古代から中世模擬技術について

古代から中世の「逆解析的な技術」は次のように考えられます。
まず古代では、他者が作った石器・武器・器具・建造物を観察し、形状・材料・作り方を推測して再製作することが技術継承の基本でした。近年の解説でも、石器時代の道具製作は「既にあるものを見て作り方を学ぶ」という意味で、広い意味の reverse engineering 的行為として説明されています。

古代国家レベルになると、これは軍事や土木でより明確になります。日本の研究プロジェクトでは、古代ローマ遺跡を対象に、建物の痕跡から設計原理や施工プロセスを逆に読み解く研究が「リバースエンジニアリングとしての建築史学」として進められています。これは、完成物から設計思想を推定するという意味で、まさに歴史技術研究版のリバースエンジニアリングです。

また中世にかけては、単なる模倣ではなく技術移転が大きな役割を果たしました。ブリタニカは、中世ヨーロッパの技術発展について、火薬のように独自発展したものもある一方、絹織物技術のように東方から西方へ伝播した技術も多く、初期の西欧は東方から多くの着想を得ていたと説明しています。つまり、中世の技術発展は「自前の発明」だけでなく、他文明の製品や技術を観察・導入・再構成する過程でもありました。

軍事技術では、その典型例として火薬技術が挙げられます。ブリタニカは、火薬が中国で成立し、その後中世末期から近世にかけて軍事革命を支えたと整理しています。これは、単にレシピが伝わっただけでなく、各地域で兵器形状・粒度・鋳造法・運用法が調整され、受け取った技術を解析して自国仕様へ再設計したことを意味します。

逆に、完全には再現できなかった秘匿技術の例もあります。ビザンツ帝国の「ギリシア火」は、673年ごろに実戦投入されたとされ、石油系混合物だったと考えられる一方、正確な組成は現在も不明です。これは、中世世界においても、観察だけでは復元できない“ブラックボックス技術”が存在したことを示しています。

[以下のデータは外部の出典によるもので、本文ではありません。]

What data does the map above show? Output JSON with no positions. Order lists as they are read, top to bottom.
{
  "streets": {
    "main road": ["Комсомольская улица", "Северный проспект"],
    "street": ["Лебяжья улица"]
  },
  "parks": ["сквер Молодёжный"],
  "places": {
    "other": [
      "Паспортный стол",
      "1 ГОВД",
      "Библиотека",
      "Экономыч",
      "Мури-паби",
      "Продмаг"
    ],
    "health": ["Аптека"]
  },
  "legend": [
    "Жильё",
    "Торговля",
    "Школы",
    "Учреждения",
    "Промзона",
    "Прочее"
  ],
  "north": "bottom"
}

現代の考古学では、この古代・中世技術を解明するために、まさに現代型のリバースエンジニアリングが使われています。島津テクノの事例では、文化財や出土資料に対して、破壊せずに内部構造や製作過程を読み解くためにX線などを用い、技術の発祥地・普及時期・製作工程の推定に役立てています。

なので、ひと言でまとめると、古代から中世の“模倣技術”は、現代のリバースエンジニアリングの原型といえます。